You find the complete example (which also includes error handling and more tools) on GitHub . You can find even more examples in the official MCP servers repo and learn more about the TypeScript SDK here .

In the above example, the MCP server is reaching out to another backend API (http://localhost:8080/knowledge) to store some knowledge generated by the LLM. That backend API could be controlled by you or some third-party service.

Of course, you could also build a MCP server that doesn’t need to interact with any API at all (though, most MCPs likely will). Your MCP could also try to interact with the local file system, for example.

MCP servers like this can be installed into AI applications that support them. Such AI apps are also called “MCP clients” because they’re ready to interact with those servers.

For example, Cursor and Windsurf are AI-powered IDEs (and therefore AI applications using LLMs) that act as MCP clients and allow the installation of MCP servers.

Once installed, behind the scenes, the MCP servers will expose system instructions that are injected (e.g., as system prompts) into the LLM chat histories by the MCP clients (e.g., by Cursor). Those instructions describe the available tools and the tokens that should be generated if such a tool should be used.

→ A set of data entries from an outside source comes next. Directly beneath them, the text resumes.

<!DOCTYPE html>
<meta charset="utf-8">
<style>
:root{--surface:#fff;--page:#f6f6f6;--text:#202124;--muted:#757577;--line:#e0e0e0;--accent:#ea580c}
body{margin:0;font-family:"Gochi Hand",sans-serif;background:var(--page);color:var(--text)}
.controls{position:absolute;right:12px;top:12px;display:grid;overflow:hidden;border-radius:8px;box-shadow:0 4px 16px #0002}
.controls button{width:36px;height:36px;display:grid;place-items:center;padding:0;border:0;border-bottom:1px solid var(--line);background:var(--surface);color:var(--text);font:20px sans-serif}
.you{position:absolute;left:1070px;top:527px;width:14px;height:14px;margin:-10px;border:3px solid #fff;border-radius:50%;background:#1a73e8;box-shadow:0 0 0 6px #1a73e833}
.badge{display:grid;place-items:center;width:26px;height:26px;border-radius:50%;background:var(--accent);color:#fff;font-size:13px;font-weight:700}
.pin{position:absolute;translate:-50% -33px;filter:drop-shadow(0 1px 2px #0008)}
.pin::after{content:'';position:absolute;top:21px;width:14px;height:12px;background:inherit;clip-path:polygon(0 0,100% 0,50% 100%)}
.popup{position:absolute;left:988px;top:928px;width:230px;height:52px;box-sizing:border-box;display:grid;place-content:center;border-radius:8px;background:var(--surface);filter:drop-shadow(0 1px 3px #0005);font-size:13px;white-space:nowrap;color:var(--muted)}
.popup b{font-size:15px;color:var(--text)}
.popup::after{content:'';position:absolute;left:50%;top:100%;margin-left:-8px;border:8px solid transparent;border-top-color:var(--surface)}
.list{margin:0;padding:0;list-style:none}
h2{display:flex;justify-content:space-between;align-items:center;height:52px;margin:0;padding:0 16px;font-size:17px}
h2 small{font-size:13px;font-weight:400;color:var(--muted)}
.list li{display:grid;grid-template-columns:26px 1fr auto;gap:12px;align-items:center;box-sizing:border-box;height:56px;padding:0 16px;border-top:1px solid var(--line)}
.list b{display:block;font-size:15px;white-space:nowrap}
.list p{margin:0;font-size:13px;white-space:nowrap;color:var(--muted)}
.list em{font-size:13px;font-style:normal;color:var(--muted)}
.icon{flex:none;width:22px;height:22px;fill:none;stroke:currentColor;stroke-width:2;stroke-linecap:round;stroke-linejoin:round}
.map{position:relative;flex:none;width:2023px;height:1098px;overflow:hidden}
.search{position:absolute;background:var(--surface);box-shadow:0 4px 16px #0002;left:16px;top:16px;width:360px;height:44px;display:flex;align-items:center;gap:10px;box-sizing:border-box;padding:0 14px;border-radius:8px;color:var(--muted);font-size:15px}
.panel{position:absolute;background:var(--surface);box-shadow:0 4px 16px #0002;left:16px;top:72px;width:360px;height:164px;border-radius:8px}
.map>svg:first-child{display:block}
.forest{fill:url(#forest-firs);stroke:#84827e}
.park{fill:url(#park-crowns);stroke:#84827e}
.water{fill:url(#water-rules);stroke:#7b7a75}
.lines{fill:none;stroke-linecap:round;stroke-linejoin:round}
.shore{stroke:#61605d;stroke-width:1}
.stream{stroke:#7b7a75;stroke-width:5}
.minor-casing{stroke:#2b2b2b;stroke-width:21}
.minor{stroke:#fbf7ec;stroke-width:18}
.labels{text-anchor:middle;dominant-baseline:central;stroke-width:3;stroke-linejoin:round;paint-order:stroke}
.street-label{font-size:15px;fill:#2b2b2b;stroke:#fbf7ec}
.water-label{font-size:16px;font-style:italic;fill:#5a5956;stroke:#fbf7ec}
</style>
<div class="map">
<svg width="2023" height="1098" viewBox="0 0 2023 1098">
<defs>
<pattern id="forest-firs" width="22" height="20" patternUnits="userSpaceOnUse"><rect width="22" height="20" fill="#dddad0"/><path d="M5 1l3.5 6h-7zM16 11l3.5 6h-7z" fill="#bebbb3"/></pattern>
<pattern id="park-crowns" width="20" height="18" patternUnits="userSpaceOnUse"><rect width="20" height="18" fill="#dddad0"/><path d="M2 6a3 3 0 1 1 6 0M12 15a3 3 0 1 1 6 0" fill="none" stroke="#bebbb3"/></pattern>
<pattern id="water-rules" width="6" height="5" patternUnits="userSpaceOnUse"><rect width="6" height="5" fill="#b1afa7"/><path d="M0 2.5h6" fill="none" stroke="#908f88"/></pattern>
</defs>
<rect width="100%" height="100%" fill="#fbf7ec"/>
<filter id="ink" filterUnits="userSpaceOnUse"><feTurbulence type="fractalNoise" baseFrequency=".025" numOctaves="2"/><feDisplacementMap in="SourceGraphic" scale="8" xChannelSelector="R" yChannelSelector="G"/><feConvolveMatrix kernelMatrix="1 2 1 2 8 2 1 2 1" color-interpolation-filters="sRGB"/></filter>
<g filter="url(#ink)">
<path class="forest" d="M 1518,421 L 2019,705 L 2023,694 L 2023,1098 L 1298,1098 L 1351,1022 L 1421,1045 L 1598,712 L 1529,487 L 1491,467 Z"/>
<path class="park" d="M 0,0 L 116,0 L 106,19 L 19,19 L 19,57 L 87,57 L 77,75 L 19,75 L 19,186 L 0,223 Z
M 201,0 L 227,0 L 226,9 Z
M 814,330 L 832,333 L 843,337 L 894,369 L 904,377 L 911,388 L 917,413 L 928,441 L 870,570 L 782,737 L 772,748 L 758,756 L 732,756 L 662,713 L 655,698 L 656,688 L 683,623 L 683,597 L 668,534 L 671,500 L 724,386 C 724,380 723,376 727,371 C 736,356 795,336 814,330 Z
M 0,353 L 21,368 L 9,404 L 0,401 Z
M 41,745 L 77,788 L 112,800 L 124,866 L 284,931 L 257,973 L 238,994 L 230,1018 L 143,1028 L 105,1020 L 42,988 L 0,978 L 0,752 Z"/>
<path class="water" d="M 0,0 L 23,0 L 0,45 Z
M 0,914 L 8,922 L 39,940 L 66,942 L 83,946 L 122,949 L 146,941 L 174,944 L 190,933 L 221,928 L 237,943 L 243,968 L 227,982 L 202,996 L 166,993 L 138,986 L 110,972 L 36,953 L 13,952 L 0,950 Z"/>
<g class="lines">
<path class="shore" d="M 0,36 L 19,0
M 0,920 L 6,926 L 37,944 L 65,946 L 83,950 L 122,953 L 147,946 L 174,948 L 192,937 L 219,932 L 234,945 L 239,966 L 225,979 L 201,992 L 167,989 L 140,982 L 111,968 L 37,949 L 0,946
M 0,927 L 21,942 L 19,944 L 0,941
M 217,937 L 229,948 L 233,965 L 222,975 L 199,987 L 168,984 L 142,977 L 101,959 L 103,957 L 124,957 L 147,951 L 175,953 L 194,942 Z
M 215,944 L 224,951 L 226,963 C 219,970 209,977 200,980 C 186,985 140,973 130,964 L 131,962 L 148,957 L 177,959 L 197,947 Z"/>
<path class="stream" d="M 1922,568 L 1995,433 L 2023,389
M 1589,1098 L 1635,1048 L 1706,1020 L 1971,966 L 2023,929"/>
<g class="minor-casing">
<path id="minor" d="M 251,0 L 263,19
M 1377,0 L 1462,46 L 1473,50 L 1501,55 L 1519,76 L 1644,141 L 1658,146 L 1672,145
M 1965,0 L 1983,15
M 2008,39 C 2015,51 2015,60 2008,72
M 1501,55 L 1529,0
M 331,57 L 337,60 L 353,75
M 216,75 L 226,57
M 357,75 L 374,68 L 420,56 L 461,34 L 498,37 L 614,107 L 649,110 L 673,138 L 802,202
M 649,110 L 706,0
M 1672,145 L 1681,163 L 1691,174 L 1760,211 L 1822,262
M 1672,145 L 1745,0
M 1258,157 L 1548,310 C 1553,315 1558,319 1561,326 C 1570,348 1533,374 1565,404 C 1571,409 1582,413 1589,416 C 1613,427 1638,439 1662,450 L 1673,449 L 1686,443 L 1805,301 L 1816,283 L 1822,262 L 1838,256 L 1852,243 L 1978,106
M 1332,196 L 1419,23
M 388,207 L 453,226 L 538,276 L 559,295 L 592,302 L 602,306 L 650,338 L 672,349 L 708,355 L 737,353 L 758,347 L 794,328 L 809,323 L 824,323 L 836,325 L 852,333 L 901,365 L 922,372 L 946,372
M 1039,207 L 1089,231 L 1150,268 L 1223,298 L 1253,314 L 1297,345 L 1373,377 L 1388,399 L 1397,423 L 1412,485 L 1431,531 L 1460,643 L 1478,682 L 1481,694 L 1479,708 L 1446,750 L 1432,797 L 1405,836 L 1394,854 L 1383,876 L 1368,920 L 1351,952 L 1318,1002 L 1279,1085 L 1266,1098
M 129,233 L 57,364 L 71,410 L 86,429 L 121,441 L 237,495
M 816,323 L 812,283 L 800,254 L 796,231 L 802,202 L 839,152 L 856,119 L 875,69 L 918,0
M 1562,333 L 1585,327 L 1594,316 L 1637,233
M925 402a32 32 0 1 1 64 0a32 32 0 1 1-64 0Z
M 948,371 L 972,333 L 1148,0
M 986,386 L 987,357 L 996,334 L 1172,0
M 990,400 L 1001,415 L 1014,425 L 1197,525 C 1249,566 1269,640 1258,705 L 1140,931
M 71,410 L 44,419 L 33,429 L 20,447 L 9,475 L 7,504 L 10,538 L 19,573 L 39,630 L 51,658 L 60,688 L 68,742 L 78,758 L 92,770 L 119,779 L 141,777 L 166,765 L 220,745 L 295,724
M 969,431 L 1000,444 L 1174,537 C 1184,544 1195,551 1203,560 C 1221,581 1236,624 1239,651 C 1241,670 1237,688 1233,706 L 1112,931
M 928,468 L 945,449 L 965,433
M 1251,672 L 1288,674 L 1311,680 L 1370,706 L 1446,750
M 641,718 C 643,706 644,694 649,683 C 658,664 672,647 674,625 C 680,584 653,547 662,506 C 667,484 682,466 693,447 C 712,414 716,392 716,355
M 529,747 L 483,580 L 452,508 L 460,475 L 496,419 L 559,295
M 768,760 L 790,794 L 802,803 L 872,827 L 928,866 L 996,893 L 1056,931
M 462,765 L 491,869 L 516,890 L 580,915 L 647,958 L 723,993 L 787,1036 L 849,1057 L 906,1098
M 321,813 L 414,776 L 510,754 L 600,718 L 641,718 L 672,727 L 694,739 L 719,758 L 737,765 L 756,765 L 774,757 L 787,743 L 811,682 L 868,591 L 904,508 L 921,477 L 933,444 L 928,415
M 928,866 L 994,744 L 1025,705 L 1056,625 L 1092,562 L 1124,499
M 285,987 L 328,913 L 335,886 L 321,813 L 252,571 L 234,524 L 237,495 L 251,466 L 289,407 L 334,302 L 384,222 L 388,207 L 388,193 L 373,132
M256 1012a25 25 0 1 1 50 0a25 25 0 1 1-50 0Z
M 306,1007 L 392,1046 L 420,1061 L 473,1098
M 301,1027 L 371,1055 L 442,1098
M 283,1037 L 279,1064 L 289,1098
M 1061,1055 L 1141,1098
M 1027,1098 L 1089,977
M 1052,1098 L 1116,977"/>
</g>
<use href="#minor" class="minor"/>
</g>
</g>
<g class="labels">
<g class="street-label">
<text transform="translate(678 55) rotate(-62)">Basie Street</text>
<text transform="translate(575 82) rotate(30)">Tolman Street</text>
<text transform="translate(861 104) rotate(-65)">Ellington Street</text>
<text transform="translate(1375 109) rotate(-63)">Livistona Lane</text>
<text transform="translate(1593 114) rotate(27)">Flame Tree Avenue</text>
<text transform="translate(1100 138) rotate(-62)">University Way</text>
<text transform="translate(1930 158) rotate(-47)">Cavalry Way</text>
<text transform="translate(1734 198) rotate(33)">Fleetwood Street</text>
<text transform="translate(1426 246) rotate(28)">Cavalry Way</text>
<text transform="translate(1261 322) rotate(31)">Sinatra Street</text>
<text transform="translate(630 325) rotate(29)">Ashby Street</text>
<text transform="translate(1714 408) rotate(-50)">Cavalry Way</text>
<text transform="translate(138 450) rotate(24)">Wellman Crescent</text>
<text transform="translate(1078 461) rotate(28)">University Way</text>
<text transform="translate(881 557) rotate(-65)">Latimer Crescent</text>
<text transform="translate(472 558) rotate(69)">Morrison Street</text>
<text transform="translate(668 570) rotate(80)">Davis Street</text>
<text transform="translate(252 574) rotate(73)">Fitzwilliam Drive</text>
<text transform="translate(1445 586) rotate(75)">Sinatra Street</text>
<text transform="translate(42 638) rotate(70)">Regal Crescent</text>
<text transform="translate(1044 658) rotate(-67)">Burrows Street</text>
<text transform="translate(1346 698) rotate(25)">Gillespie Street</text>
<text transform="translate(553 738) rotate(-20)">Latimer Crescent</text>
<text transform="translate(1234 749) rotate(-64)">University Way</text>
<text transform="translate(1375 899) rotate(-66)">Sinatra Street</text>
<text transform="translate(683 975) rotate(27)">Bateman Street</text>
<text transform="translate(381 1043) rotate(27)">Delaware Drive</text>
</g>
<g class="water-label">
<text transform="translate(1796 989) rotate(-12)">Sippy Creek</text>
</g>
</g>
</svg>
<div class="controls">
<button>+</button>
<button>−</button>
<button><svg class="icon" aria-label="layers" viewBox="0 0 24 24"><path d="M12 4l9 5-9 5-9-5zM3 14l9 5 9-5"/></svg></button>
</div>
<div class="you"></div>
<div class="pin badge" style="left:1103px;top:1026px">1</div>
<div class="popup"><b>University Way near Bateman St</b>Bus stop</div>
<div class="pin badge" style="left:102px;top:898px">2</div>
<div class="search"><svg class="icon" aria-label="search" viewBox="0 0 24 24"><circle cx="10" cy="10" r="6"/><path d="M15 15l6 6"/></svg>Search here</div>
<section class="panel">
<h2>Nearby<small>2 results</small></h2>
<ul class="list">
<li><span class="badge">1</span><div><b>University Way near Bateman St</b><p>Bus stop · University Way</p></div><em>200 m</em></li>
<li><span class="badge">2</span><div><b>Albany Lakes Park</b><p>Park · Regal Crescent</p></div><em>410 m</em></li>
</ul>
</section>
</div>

The MCP client code also handles the extraction of tokens (like WEB SEARCH), possible input parameters (like the search query), and the execution of the tool code (by the MCP server) behind the scenes. It then also feeds the result of the tool call back into the chat history.

You Don’t Need MCPs - But They’re Useful

So, as described in this article, you don’t need MCPs to make tools available in LLM-powered applications. You can instead write your own logic and therefore expose any API you want to LLMs.

But in order to streamline that process, and make it easier for API / tool developers to make their tools available to LLMs, MCPs can be useful.